Today TiVo remains valued at $1.5 billion despite having $600 million in the bank, another $200 plus million on the way from AT&T and a certainty of a win at Verizon for a similar amount. That means that the enterprise itself is being valued at just $500 million. We think that last week, when TiVo cut a deal with Microsoft, it will have involved either a flat license payment, or a per set top payment for all of its Mediaroom customers.
The patents that Microsoft used to fight TiVo were weak and unsustainable, and if Microsoft is a net payee on IPR assets to TiVo, then that treasure chest is likely to continue to inflate. And while the share price stays the same, it is making a profit for the first time in four years, but its enterprise value is effectively falling (as its cash mountain rises).
So the same thing will happen to everyone that has entered this cloud based OTT multiscreen software race, which happened to IPTV middleware – they will all be bought and sold and some will fall by the wayside. Cisco certainly needed a purchase, but it went out and bought the wrong company in NDS, it should have bought TiVo.
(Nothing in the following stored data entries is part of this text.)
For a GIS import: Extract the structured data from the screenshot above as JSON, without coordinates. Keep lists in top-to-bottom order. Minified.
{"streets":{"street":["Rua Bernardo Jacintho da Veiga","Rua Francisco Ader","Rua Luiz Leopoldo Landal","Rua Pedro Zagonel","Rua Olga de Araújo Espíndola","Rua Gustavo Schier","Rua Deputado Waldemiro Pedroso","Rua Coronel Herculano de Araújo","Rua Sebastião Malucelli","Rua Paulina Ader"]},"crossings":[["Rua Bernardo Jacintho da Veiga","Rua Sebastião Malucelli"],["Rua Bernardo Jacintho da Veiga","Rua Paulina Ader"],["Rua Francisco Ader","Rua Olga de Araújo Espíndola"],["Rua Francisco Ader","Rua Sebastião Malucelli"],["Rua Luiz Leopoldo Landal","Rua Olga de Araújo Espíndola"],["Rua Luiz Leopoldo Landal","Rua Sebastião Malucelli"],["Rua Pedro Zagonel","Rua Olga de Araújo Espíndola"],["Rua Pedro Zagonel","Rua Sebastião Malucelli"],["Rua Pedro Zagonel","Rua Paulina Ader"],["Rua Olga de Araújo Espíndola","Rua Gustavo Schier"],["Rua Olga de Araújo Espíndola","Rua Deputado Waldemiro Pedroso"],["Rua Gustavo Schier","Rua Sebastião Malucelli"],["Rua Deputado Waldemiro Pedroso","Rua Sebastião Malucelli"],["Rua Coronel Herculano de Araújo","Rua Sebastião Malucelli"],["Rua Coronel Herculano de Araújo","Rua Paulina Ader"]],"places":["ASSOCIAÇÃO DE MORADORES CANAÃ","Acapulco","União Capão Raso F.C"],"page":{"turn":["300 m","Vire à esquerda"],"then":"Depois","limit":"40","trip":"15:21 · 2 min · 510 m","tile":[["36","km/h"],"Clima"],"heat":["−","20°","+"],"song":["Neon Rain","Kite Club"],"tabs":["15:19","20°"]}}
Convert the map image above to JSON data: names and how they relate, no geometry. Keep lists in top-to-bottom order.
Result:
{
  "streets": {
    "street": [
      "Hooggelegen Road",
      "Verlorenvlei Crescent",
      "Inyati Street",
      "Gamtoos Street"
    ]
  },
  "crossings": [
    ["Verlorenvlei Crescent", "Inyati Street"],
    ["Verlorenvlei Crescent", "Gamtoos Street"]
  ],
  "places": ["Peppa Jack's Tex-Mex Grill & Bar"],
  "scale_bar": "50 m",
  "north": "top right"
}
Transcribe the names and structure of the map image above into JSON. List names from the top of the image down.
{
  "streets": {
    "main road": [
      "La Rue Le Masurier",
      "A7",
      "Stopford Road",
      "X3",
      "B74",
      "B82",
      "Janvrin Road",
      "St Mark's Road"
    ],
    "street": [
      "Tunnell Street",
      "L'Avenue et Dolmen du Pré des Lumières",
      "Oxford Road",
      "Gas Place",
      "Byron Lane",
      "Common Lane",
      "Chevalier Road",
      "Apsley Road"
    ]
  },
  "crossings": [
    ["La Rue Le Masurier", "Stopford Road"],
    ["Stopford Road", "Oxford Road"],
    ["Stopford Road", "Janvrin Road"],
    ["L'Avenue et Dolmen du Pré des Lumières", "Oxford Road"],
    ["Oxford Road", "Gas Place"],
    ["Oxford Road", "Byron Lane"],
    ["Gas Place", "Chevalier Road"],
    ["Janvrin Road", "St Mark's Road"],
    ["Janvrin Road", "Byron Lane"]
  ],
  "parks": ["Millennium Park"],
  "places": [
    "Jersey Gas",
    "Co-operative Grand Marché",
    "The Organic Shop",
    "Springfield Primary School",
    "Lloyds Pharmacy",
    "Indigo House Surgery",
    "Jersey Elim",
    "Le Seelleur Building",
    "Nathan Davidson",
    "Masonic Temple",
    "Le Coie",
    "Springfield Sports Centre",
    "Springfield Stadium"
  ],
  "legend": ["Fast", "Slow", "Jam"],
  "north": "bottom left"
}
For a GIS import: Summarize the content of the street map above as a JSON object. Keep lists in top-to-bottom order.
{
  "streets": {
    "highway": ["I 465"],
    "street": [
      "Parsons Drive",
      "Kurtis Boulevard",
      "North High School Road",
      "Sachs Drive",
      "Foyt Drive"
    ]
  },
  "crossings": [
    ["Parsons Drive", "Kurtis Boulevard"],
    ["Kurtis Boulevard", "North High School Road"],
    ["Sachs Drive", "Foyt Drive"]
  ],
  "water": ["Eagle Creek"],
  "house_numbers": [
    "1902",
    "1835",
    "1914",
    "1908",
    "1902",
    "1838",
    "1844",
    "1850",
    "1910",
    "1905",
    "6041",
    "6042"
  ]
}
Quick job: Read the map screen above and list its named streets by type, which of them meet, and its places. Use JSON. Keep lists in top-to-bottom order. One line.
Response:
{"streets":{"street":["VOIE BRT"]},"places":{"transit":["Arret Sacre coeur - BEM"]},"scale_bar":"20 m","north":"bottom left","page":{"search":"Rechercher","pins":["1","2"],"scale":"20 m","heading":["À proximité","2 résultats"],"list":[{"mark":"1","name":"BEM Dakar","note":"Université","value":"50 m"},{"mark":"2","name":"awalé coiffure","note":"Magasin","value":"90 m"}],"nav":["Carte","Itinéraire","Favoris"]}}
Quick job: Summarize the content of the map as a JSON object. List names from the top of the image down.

Every set top company is on the way to becoming a software house and cannot avoid the need to acquire this type of technology, and should stop building hardware. Motorola has all the wrong technologies, suitable only for classic multitasking IPTV, and yet it has no basis for buying a company. Google of course might approach one of these many OTT companies, but why own it AND Motorola Home, that’s not a good plan.